*What the exercise asks:*
Transcribed word for word, the lines below from the one with "Build a gazetteer for the map in" through the last line of the records form the answer; no picture is to be included.

*Material supplied:*

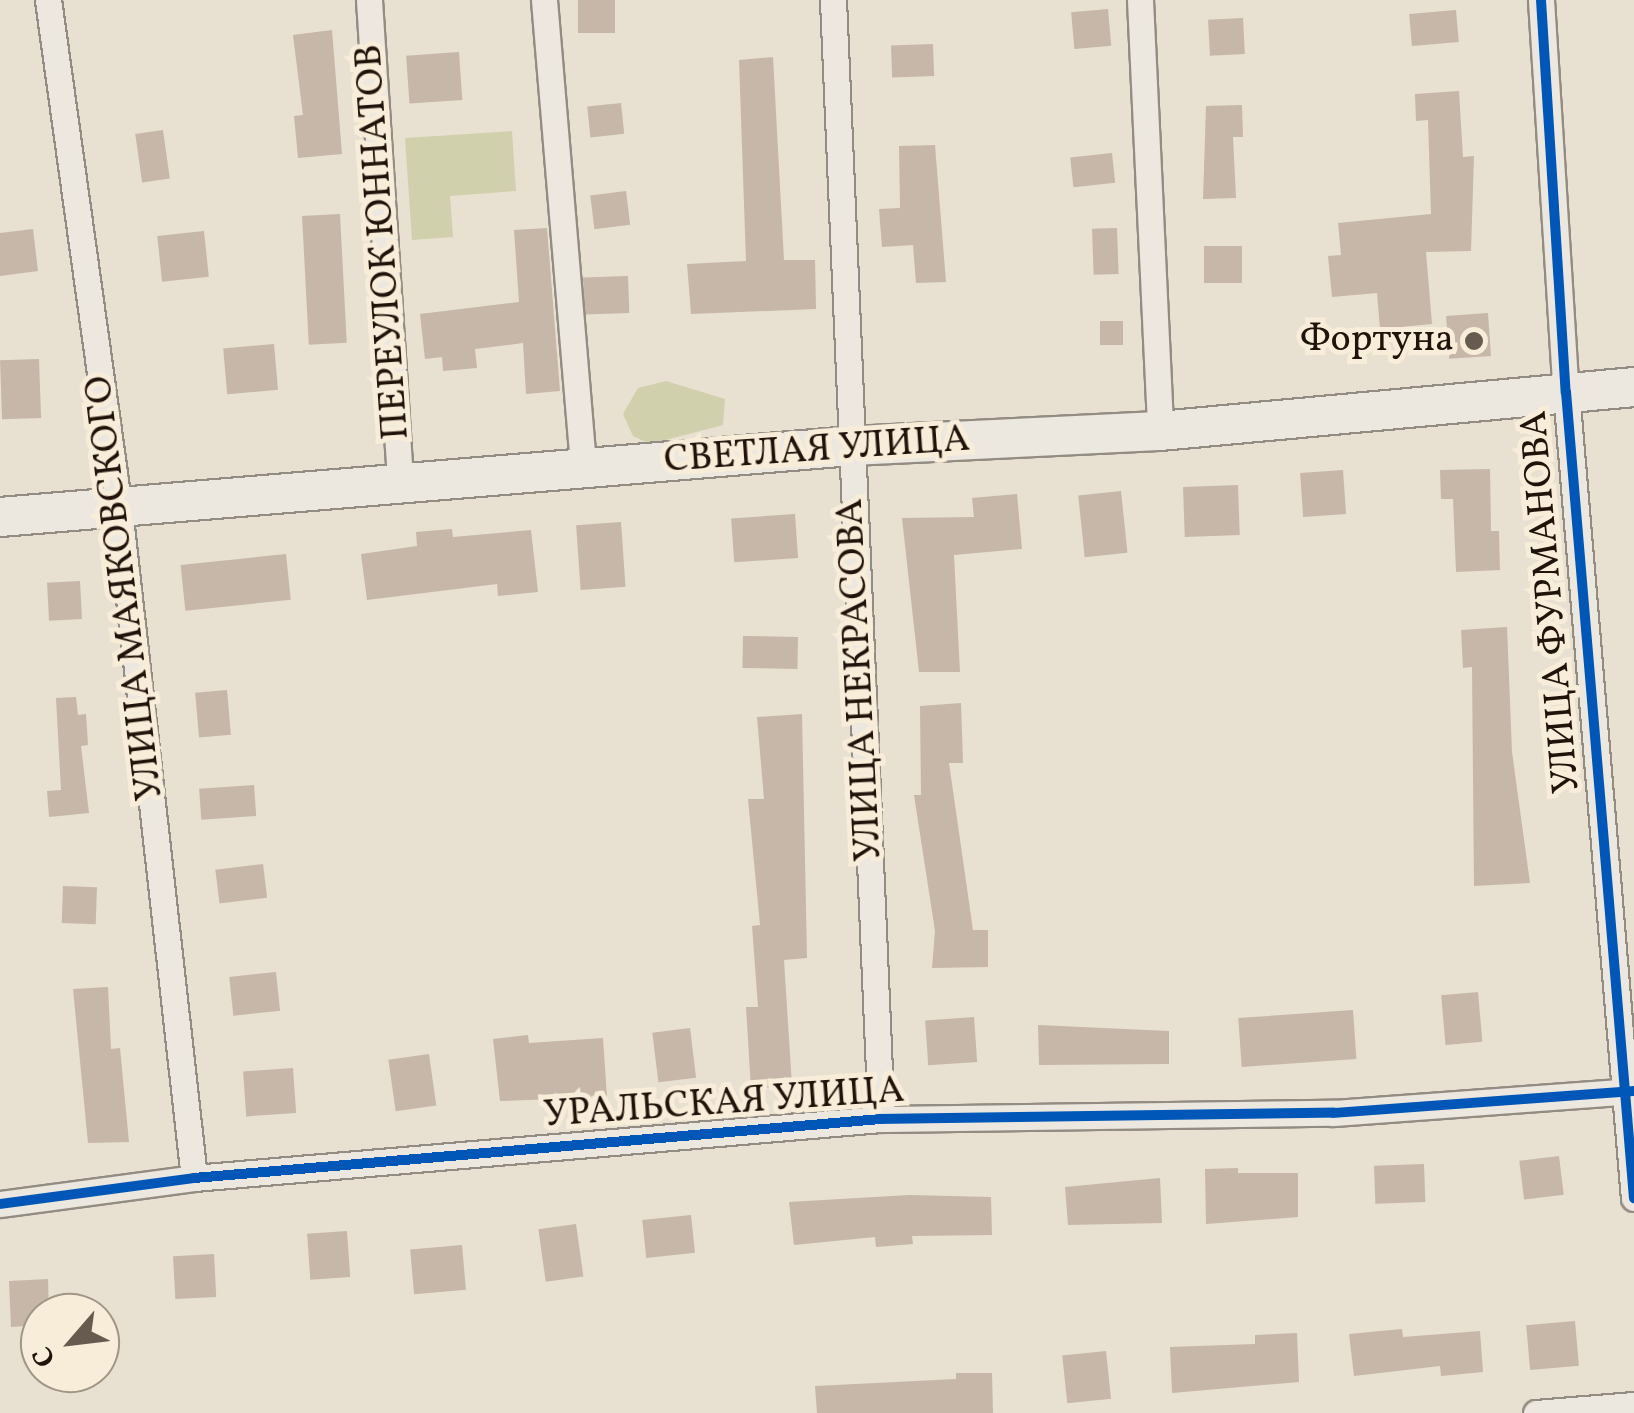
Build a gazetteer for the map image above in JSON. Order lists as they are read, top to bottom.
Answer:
{
  "streets": {
    "main road": ["СВЕТЛАЯ УЛИЦА"],
    "street": [
      "ПЕРЕУЛОК ЮННАТОВ",
      "УЛИЦА МАЯКОВСКОГО",
      "УЛИЦА ФУРМАНОВА",
      "УЛИЦА НЕКРАСОВА",
      "УРАЛЬСКАЯ УЛИЦА"
    ]
  },
  "crossings": [
    ["ПЕРЕУЛОК ЮННАТОВ", "СВЕТЛАЯ УЛИЦА"],
    ["СВЕТЛАЯ УЛИЦА", "УЛИЦА МАЯКОВСКОГО"],
    ["СВЕТЛАЯ УЛИЦА", "УЛИЦА ФУРМАНОВА"],
    ["СВЕТЛАЯ УЛИЦА", "УЛИЦА НЕКРАСОВА"],
    ["УЛИЦА МАЯКОВСКОГО", "УРАЛЬСКАЯ УЛИЦА"],
    ["УЛИЦА ФУРМАНОВА", "УРАЛЬСКАЯ УЛИЦА"],
    ["УЛИЦА НЕКРАСОВА", "УРАЛЬСКАЯ УЛИЦА"]
  ],
  "places": ["Фортуна"],
  "north": "bottom left"
}
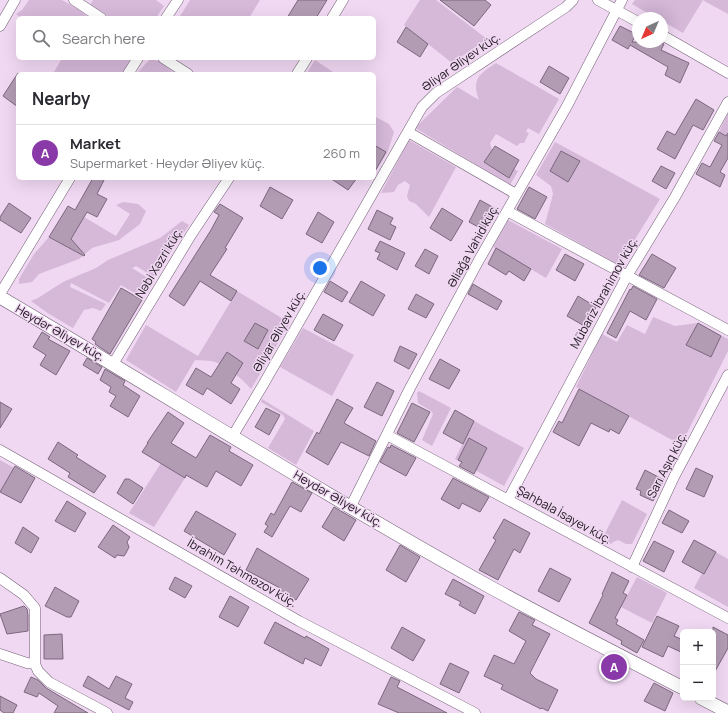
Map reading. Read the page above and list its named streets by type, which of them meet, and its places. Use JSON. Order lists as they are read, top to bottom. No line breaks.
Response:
{"streets":{"street":["Əliyar Əliyev küç.","Əliağa Vahid küç.","Nəbi Xəzri küç.","Mübariz İbrahimov küç.","Heydər Əliyev küç.","Sarı Aşıq küç.","Şahbala İsayev küç.","İbrahim Təhməzov küç."]},"crossings":[["Əliyar Əliyev küç.","Heydər Əliyev küç."],["Əliağa Vahid küç.","Heydər Əliyev küç."],["Əliağa Vahid küç.","Şahbala İsayev küç."],["Nəbi Xəzri küç.","Heydər Əliyev küç."],["Mübariz İbrahimov küç.","Şahbala İsayev küç."],["Sarı Aşıq küç.","Şahbala İsayev küç."]],"north":"bottom left","page":{"search":"Search here","heading":"Nearby","list":[{"mark":"A","name":"Market","note":"Supermarket · Heydər Əliyev küç.","value":"260 m"}],"map_buttons":["+","−"],"pins":"A"}}
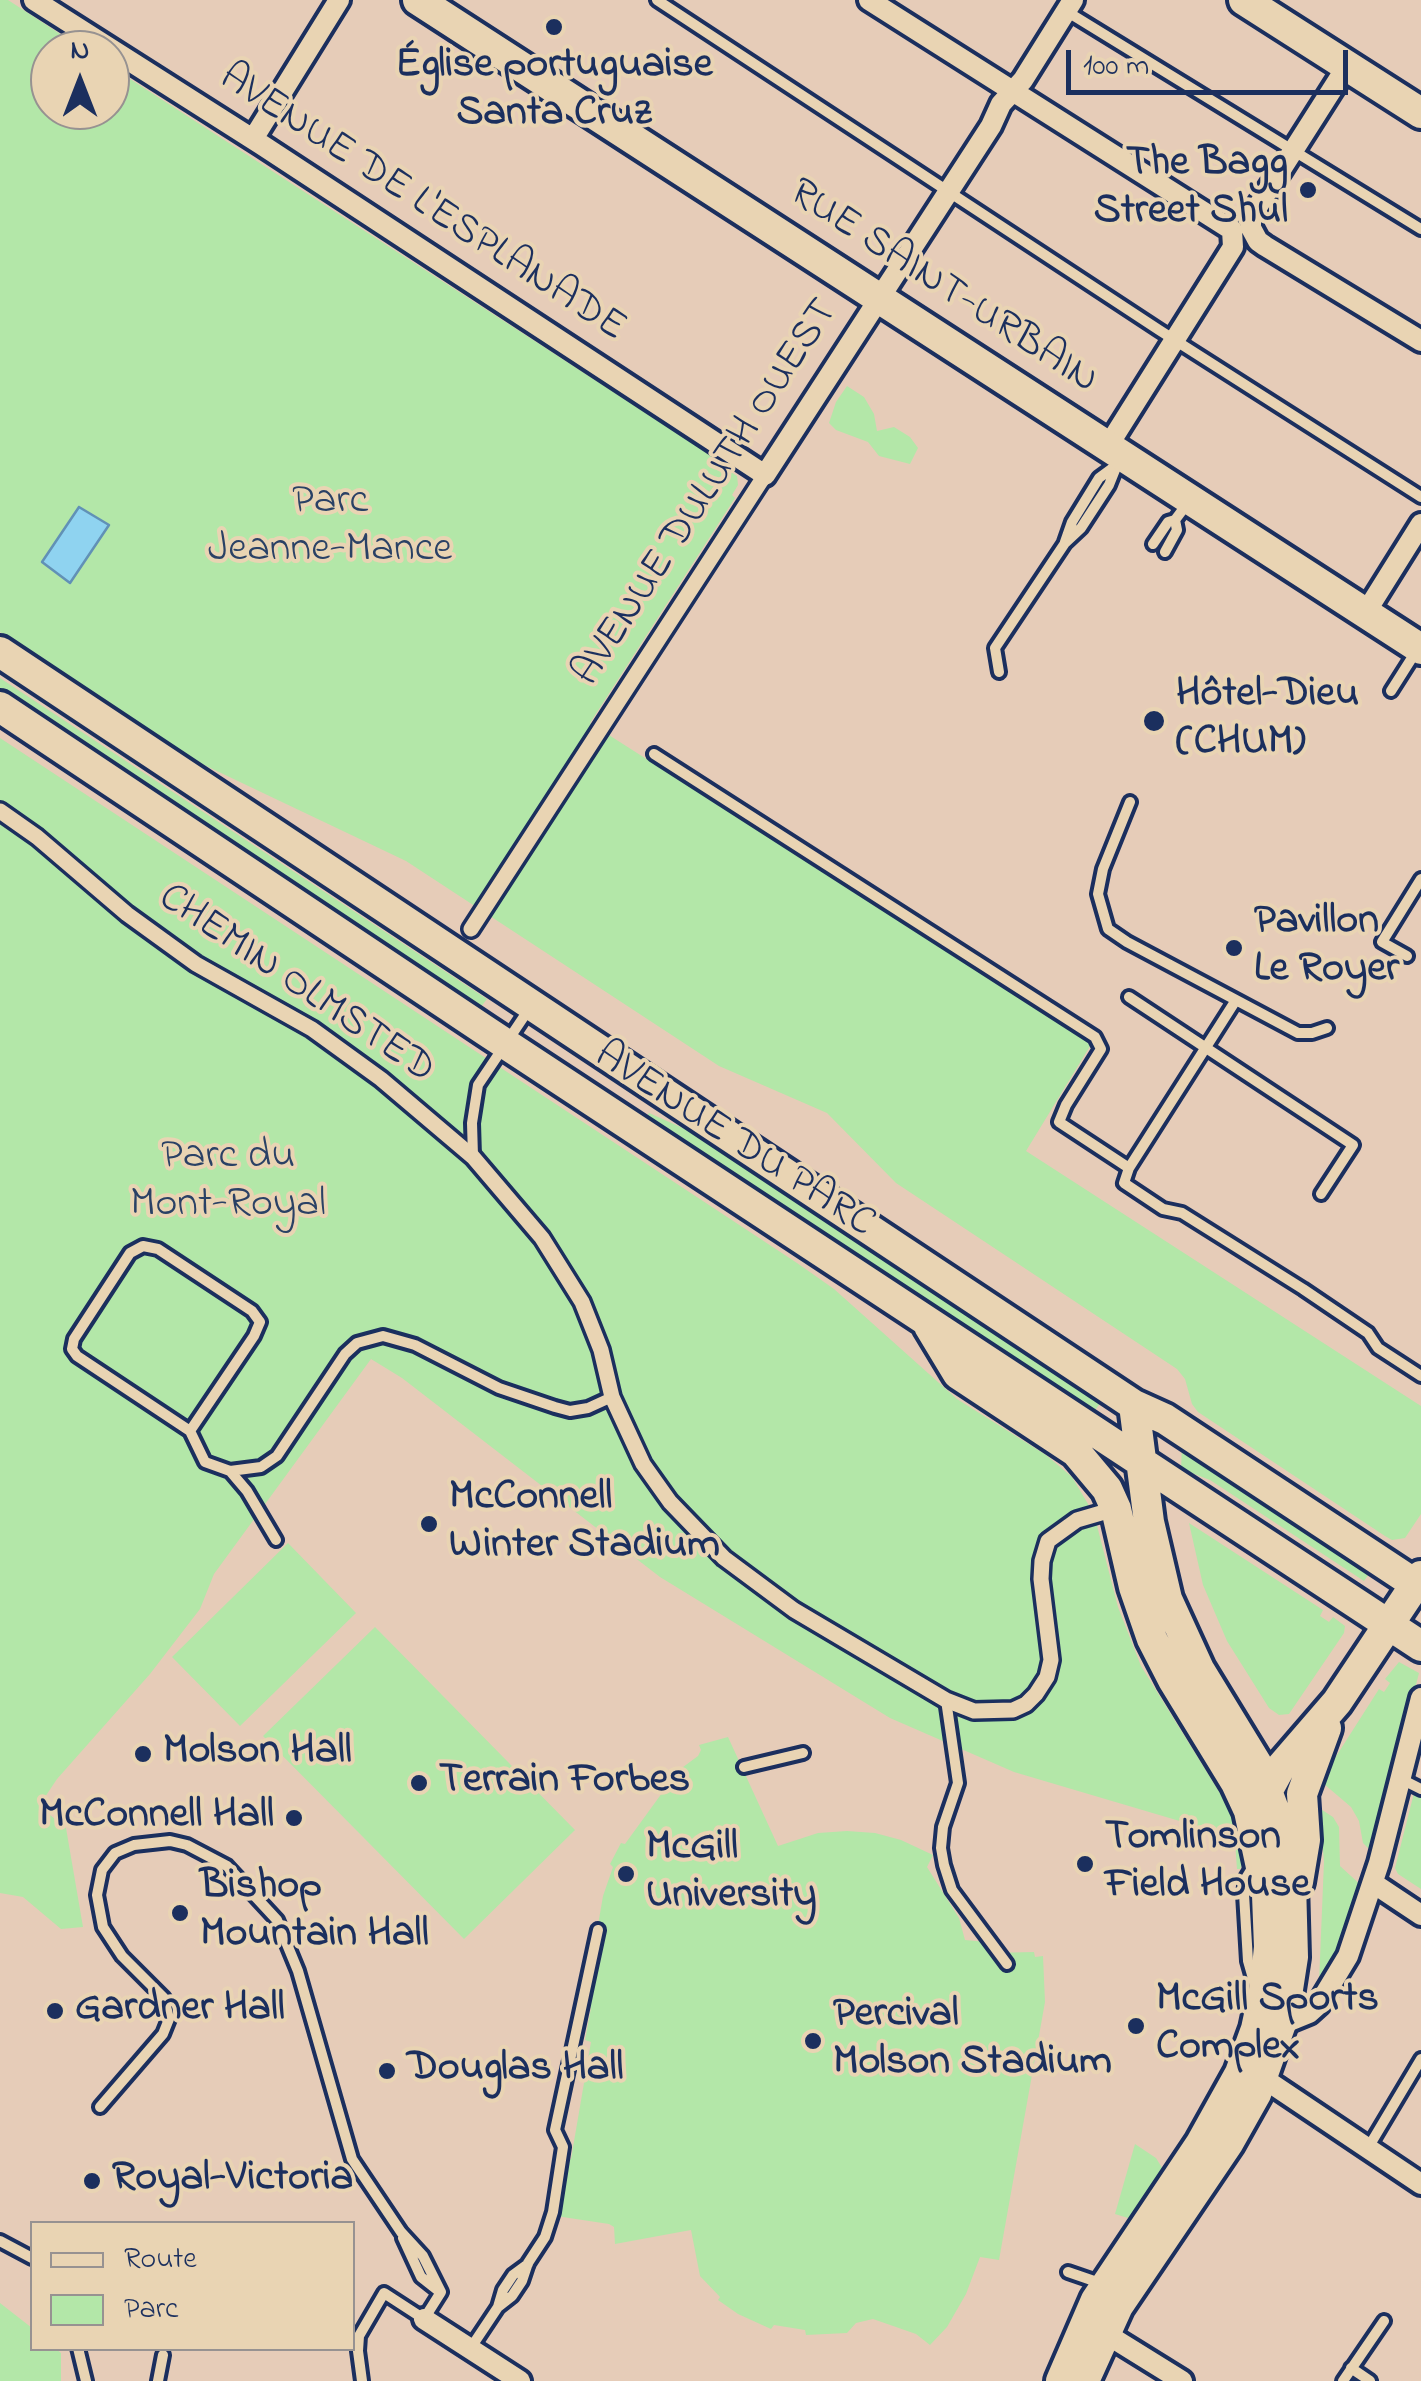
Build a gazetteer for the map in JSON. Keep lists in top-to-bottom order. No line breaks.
{"streets":{"main road":["RUE SAINT-URBAIN","AVENUE DU PARC"],"street":["AVENUE DE L'ESPLANADE","AVENUE DULUTH OUEST","CHEMIN OLMSTED"]},"crossings":[["AVENUE DE L'ESPLANADE","AVENUE DULUTH OUEST"],["RUE SAINT-URBAIN","AVENUE DULUTH OUEST"]],"parks":["Parc Jeanne-Mance","Parc du Mont-Royal"],"places":["Église portuguaise Santa Cruz","The Bagg Street Shul","Hôtel-Dieu (CHUM)","Pavillon Le Royer","McConnell Winter Stadium","Molson Hall","Terrain Forbes","McConnell Hall","Tomlinson Field House","McGill University","Bishop Mountain Hall","Gardner Hall","McGill Sports Complex","Percival Molson Stadium","Douglas Hall","Royal-Victoria"],"legend":["Route","Parc"],"scale_bar":"100 m","north":"top"}
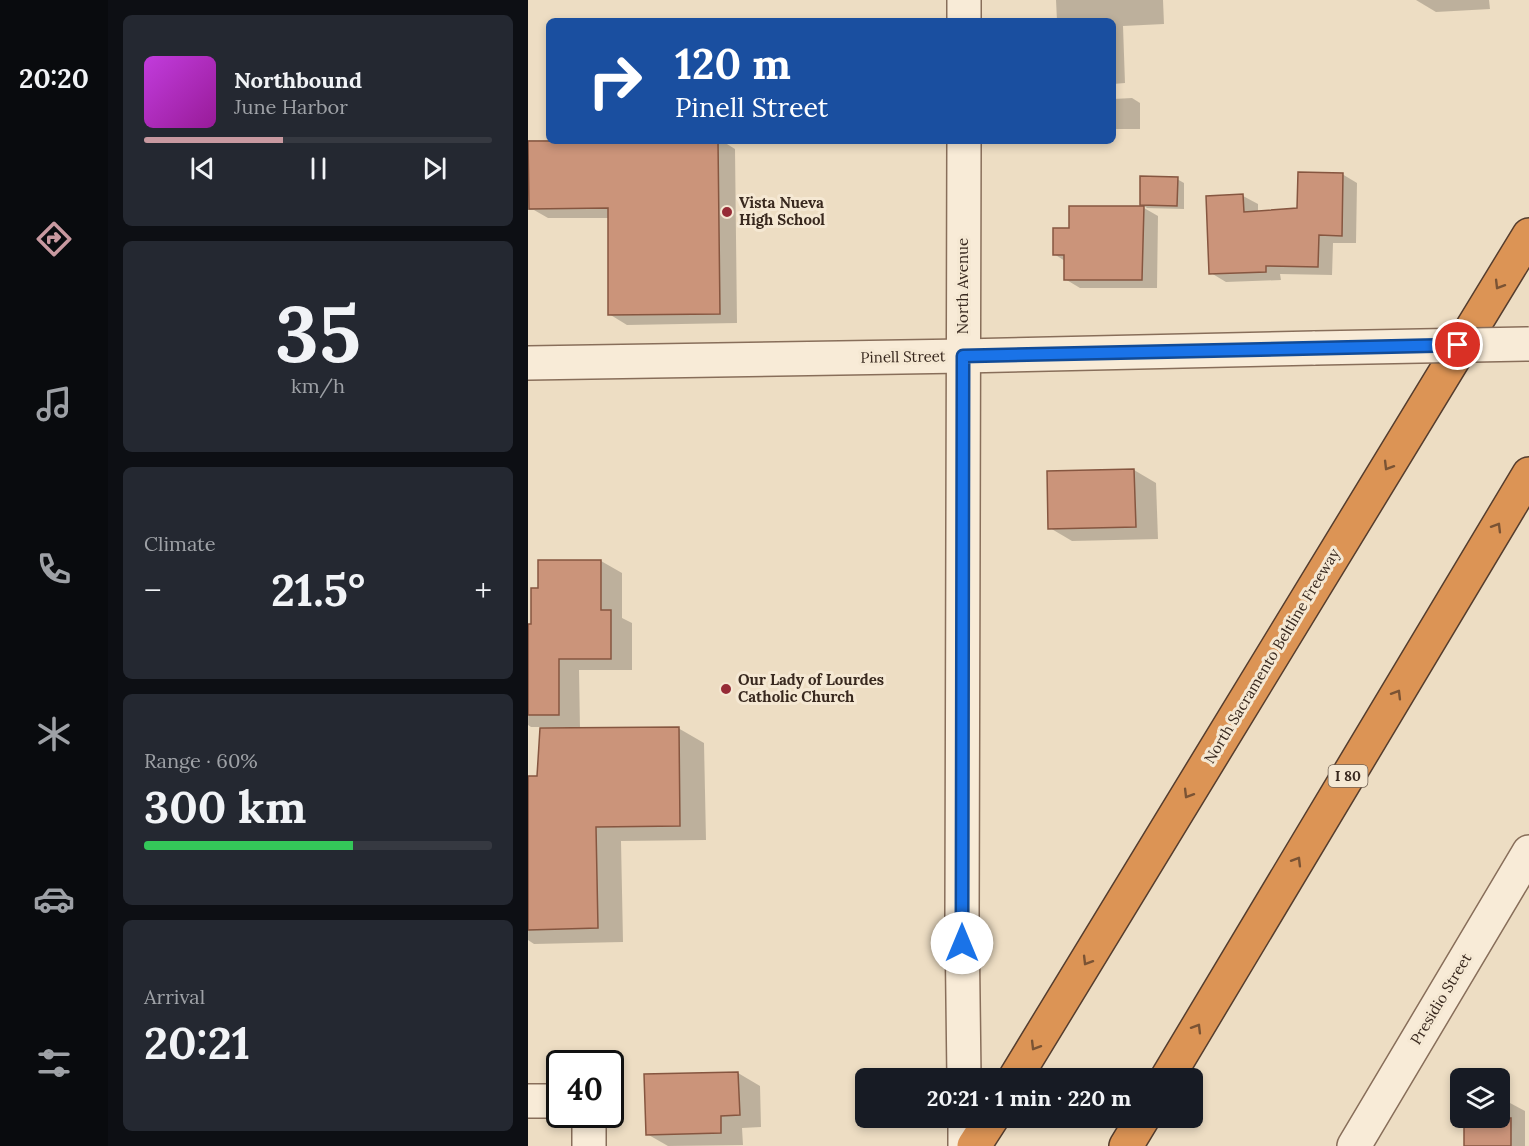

*Response:*
Build a gazetteer for the map in JSON. Keep lists in top-to-bottom order. No line breaks.
{"streets":{"main road":["RUE SAINT-URBAIN","AVENUE DU PARC"],"street":["AVENUE DE L'ESPLANADE","AVENUE DULUTH OUEST","CHEMIN OLMSTED"]},"crossings":[["AVENUE DE L'ESPLANADE","AVENUE DULUTH OUEST"],["RUE SAINT-URBAIN","AVENUE DULUTH OUEST"]],"parks":["Parc Jeanne-Mance","Parc du Mont-Royal"],"places":["Église portuguaise Santa Cruz","The Bagg Street Shul","Hôtel-Dieu (CHUM)","Pavillon Le Royer","McConnell Winter Stadium","Molson Hall","Terrain Forbes","McConnell Hall","Tomlinson Field House","McGill University","Bishop Mountain Hall","Gardner Hall","McGill Sports Complex","Percival Molson Stadium","Douglas Hall","Royal-Victoria"],"legend":["Route","Parc"],"scale_bar":"100 m","north":"top"}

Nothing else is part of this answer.